Dataset entries
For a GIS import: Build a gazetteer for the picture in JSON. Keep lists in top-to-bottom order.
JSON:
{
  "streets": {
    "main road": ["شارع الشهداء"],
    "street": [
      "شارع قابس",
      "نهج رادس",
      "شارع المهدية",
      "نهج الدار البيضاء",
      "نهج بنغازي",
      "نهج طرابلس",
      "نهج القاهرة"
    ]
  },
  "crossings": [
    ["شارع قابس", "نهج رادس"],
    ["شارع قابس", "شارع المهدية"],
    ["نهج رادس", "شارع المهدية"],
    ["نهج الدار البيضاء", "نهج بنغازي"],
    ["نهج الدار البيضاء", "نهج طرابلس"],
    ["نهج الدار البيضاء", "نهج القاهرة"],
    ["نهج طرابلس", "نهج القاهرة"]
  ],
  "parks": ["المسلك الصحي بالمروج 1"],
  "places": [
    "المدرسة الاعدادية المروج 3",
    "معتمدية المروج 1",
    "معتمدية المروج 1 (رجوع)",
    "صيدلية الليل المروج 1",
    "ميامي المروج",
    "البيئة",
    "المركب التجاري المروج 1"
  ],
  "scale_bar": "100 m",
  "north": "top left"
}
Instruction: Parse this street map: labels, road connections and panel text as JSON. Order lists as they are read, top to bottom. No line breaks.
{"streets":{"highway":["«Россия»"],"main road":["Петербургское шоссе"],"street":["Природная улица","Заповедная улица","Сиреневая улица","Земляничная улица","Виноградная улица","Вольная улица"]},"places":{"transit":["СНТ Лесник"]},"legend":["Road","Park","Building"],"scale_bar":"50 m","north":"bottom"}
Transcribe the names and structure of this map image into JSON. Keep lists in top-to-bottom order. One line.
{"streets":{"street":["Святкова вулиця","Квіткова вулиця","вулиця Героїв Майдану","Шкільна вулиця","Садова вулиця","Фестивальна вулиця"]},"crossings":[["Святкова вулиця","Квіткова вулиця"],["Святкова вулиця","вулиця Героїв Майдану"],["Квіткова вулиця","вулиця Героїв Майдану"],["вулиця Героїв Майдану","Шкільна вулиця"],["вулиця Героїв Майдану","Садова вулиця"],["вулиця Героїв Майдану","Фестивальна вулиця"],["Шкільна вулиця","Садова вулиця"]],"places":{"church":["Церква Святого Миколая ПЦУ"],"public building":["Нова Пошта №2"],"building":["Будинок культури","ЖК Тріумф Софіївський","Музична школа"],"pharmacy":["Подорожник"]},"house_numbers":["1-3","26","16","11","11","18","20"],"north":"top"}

TASK TO CARRY OUT ::
Starting at the line that contains "Instruction: Parse this", restate word for word every line through the last one in the records above. Return nothing else.

EXERCISE RESULT ::
Instruction: Parse this street map: labels, road connections and panel text as JSON. Order lists as they are read, top to bottom. No line breaks.
{"streets":{"highway":["«Россия»"],"main road":["Петербургское шоссе"],"street":["Природная улица","Заповедная улица","Сиреневая улица","Земляничная улица","Виноградная улица","Вольная улица"]},"places":{"transit":["СНТ Лесник"]},"legend":["Road","Park","Building"],"scale_bar":"50 m","north":"bottom"}
Transcribe the names and structure of this map image into JSON. Keep lists in top-to-bottom order. One line.
{"streets":{"street":["Святкова вулиця","Квіткова вулиця","вулиця Героїв Майдану","Шкільна вулиця","Садова вулиця","Фестивальна вулиця"]},"crossings":[["Святкова вулиця","Квіткова вулиця"],["Святкова вулиця","вулиця Героїв Майдану"],["Квіткова вулиця","вулиця Героїв Майдану"],["вулиця Героїв Майдану","Шкільна вулиця"],["вулиця Героїв Майдану","Садова вулиця"],["вулиця Героїв Майдану","Фестивальна вулиця"],["Шкільна вулиця","Садова вулиця"]],"places":{"church":["Церква Святого Миколая ПЦУ"],"public building":["Нова Пошта №2"],"building":["Будинок культури","ЖК Тріумф Софіївський","Музична школа"],"pharmacy":["Подорожник"]},"house_numbers":["1-3","26","16","11","11","18","20"],"north":"top"}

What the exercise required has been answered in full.